I'm stuck on transforming this equation and am not sure where to begin. I know I need to define $x$ as some multiple of $u$ and somehow cancel the coefficient of the $x^2$ term but am not sure how to do it! Any help appreciated :)
Write the following in the form of $(u')^2=u^3 + au + b$, with $a$, $b$ constants?

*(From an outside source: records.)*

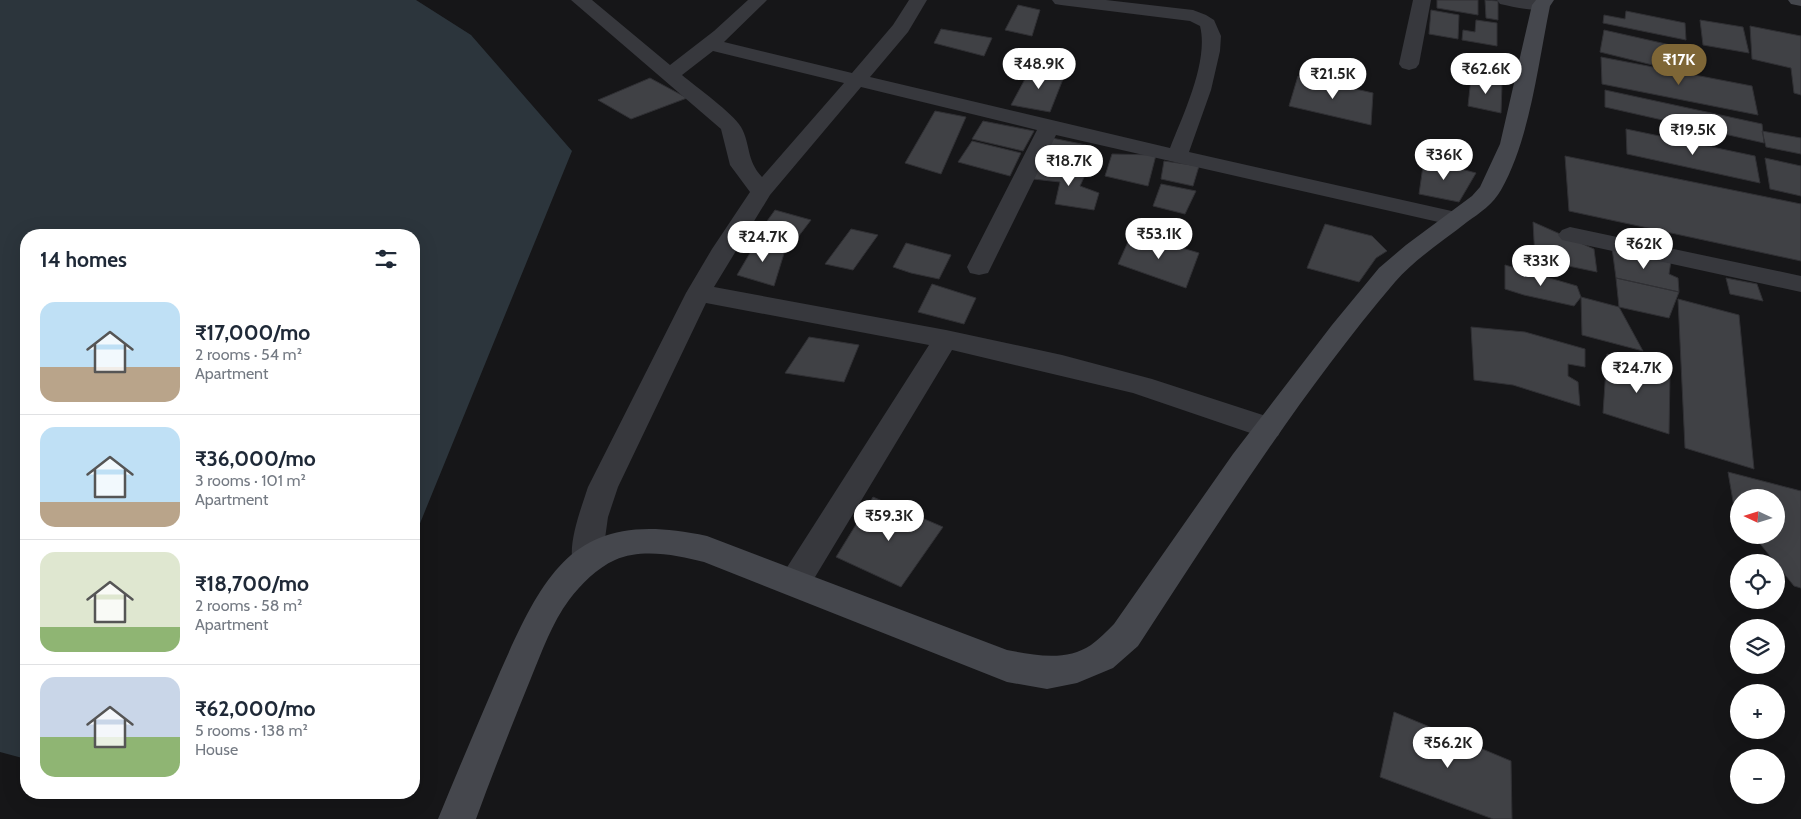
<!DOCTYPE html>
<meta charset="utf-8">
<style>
body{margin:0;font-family:Cabin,sans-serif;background:#f6f6f7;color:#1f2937;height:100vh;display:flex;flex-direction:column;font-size:19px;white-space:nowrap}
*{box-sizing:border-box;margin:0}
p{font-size:16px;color:#747a83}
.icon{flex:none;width:28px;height:28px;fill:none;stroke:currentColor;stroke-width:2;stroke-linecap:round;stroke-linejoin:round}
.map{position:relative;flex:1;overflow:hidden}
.side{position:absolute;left:20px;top:229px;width:400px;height:570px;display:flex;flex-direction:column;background:#fff;border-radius:20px;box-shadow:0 5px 20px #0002}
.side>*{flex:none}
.needle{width:32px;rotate:274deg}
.controls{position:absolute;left:1730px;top:489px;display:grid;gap:10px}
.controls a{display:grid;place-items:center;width:55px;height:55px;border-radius:50%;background:#fff;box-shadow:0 5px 20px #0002;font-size:25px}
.price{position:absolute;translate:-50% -42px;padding:0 11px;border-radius:18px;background:#fff;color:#222;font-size:16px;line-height:32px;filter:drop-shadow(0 1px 2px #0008)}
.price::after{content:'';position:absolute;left:50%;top:30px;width:15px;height:11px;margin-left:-8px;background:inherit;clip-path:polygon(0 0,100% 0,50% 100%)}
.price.current{background:#7e6636;color:#fff}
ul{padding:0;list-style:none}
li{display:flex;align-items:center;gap:15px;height:125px;padding:0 20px}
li+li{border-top:1px solid #e0e1e3}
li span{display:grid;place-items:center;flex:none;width:140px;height:100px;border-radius:15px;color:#555}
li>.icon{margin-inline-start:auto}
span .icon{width:60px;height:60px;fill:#fffc;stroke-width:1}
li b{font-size:21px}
h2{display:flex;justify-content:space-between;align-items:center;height:60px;padding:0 20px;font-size:21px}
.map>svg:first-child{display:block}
</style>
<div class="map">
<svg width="1801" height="819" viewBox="0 0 1801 819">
<rect width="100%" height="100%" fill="#161618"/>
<path fill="#2c353c" d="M0,0H416L471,35L572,151L414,538V235H26V759L0,752Z"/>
<path fill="#404145" stroke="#303034" d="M1437,0H1478V15L1437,8Z
M1485,0L1498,1V20L1486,18Z
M1018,5L1040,10L1032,36L1005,30Z
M1431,10L1459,15L1458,39L1429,34Z
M1626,11L1685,23L1686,40L1603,23L1604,15L1625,19Z
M1476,20L1497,23V46L1462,40L1463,30L1475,32Z
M1700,20L1743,27L1749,53L1703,45Z
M1750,26L1801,36V95L1794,93L1791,68L1752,59Z
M941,29L992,38L984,56L934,43Z
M1604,30L1675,46L1673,70L1600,52Z
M1601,57L1752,86L1758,115L1602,84Z
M1032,66L1065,74L1050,112L1011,105Z
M1298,76L1373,93L1371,125L1289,106Z
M650,78L687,98L631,119L598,100Z
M1471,78L1502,84L1501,113L1468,106Z
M1605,90L1762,124L1764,143L1605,107Z
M935,111L966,117L941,174L905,163Z
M983,121L1034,131L1023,151L972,139Z
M1626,129L1755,156L1760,183L1627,154Z
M1762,131L1801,138V154L1766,147Z
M1052,138L1086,145L1081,163L1046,158Z
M972,141L1021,153L1010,176L958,162Z
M1112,154L1156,155L1148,186L1105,176Z
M1565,156L1801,204V261L1569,211Z
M1765,158L1801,166V196L1770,189Z
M1424,159L1476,173L1459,202L1419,194Z
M1164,161L1199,166L1193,186L1161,179Z
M1037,165L1087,171L1080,186L1099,193L1094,210L1055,204L1060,182L1033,179Z
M1161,184L1196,191L1185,214L1153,206Z
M775,210L811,220L795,241L757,235Z
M1533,222L1594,249L1597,272L1535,259Z
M1325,224L1372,236L1387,251L1376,258L1359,282L1307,268Z
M851,229L878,235L853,270L825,264Z
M1132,233L1199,253L1186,288L1118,264Z
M757,241L786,247L774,286L737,275Z
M906,243L951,255L939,279L911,273L893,267Z
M1612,248L1671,261L1669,274L1678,278L1679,292L1616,278Z
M1505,265L1577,286L1581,297L1574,306L1524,295L1505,289Z
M1616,278L1679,292L1669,318L1619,307Z
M1726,278L1757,284L1763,301L1730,294Z
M932,284L976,298L964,324L918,312Z
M1581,297L1619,307L1643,351L1582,335Z
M1678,299L1739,315L1754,469L1685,448Z
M1471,327L1525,332L1585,349V367L1568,364V376L1578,382L1580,406L1513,385L1474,380Z
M809,337L859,345L844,382L785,373Z
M1607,354L1670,374L1669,434L1603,413Z
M1728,472L1801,491V588L1794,586L1753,535H1776V498H1739V518L1735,513Z
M873,497L943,527L901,587L836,557Z
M1394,712L1511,761L1512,819H1493L1380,777Z"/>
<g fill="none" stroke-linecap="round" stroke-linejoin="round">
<path fill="#37383d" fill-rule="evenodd" d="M571,0H592L670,65L714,31L748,0H767L724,42L852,73L893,25L909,0H927L908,32L870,77L1170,148C1183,115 1209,61 1200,26L1190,21L1061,5L1055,4L1052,0H1106L1193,10L1206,15L1214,20L1221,36L1220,51L1211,90L1189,152L1456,212L1464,214L1468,219L1464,224L1456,226L1056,135L991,267L988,273L979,275L970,273L967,267L1037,130L861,87L770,195L714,287L946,330L1062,355L1152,379L1278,420L1282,428L1278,436L1268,439L1133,393L952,350L806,592L795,596L784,592L779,582L784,572L929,345L706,303L618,487L608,517L602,560L597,569L586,573L575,569C565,549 581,509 588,487L686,293L712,249L750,192L730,165L721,129ZM713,51L844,83L762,177C746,160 751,145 741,127C733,113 696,87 682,75Z
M1413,0H1431L1419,64L1416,68L1409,70L1402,68L1399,64Z
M1497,0H1543L1547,1L1550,5L1547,9C1533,12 1514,7 1500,4Z
M1570,227L1801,276V292L1562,240L1558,235L1562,230Z"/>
<path fill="#45474d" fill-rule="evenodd" d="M1536,0H1554L1550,6C1538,64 1530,139 1501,190C1493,204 1480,213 1467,222C1443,241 1415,259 1395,282C1299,395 1219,522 1138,646L1113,668L1077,683L1047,689L1007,682L704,562C677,555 642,548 615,560C597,568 581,584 569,600C552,623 542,651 531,678C512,725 493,772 476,819H438C458,770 479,721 500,672C547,566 578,508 707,536L1007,650C1034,655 1066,662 1091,645C1099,639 1107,631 1114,624L1233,454L1332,325L1379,268L1406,245L1472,196L1480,187L1500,144L1532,5Z
M1788,0H1801V6L1791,4Z"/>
</g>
</svg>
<div class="controls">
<a><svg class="needle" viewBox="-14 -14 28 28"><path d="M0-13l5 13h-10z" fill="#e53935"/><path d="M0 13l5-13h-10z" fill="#747a83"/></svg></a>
<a><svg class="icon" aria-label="locate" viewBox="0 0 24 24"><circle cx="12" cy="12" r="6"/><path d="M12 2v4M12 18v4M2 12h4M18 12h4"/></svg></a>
<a><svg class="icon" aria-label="layers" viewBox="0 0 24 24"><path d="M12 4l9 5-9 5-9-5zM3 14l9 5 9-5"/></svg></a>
<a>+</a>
<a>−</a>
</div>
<b class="price current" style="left:1679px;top:86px">₹17K</b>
<b class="price" style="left:1039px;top:90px">₹48.9K</b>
<b class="price" style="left:1486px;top:95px">₹62.6K</b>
<b class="price" style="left:1333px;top:100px">₹21.5K</b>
<b class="price" style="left:1693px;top:156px">₹19.5K</b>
<b class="price" style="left:1444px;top:181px">₹36K</b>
<b class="price" style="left:1069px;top:187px">₹18.7K</b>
<b class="price" style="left:1159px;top:260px">₹53.1K</b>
<b class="price" style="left:763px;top:263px">₹24.7K</b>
<b class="price" style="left:1644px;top:270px">₹62K</b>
<b class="price" style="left:1541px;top:287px">₹33K</b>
<b class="price" style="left:1637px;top:394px">₹24.7K</b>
<b class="price" style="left:889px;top:542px">₹59.3K</b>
<b class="price" style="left:1448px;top:769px">₹56.2K</b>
<section class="side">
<h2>14 homes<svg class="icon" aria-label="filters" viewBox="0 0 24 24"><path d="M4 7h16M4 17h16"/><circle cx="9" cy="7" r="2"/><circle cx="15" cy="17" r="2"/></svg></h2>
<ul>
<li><span style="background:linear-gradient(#bfe0f5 65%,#b9a48a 0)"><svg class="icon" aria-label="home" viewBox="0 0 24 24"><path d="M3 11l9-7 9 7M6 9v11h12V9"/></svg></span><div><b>₹17,000/mo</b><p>2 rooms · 54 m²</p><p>Apartment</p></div></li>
<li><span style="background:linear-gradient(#bfe0f5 75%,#b9a48a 0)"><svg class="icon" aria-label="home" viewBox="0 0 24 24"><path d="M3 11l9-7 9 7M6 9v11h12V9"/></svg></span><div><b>₹36,000/mo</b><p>3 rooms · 101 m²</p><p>Apartment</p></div></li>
<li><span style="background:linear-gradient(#dfe7d0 75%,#8fb573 0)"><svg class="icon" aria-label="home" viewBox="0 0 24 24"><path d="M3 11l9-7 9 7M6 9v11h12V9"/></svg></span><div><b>₹18,700/mo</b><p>2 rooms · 58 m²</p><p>Apartment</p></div></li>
<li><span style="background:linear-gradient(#c9d6e8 60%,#8fb573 0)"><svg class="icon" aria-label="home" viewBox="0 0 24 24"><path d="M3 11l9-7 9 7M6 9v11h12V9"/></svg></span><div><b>₹62,000/mo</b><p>5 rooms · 138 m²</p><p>House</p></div></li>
</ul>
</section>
</div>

$$x'^2+\frac{g}{l}x^3+cx^2+\frac{g}{l} x=0$$
$c$ is a constant of integration from a previous part of the question.
Let $x=kv$. Then:
$$k^2v'^2+\frac{g}{l}k^3v^3+ck^2v^2+\frac{g}{l}kv=0$$
$$v'^2=-\frac{g}{l}kv^3-cv^2-\frac{g}{lk}v$$
So $k=-\frac{l}{g}$, giving:
$$v'^2=v^3-cv^2+\frac{g^2}{l^2}v$$
Now let $v=u+r$, giving:
$$u'^2=u^3+3u^2r+3ur^2+r^3-cu^2-cr^2-2cur+\frac{g^2}{l^2}(u+r)$$
We want the coefficient of $u^2$ to be $0$ (i.e $3u^2r=cu^2$).
Thus $r=\frac{c}{3}$.
The cubic then has the form $u'^2=u^3+au+b$:
$$u^3+(\frac{g^2}{l^2}-\frac{c^2}{3})u+(\frac{g^2c}{3l^2}-\frac{2c^3}{27}),$$
where $a=(\frac{g^2}{l^2}-\frac{c^2}{3})$ and $b=(\frac{g^2c}{3l^2}-\frac{2c^3}{27})$.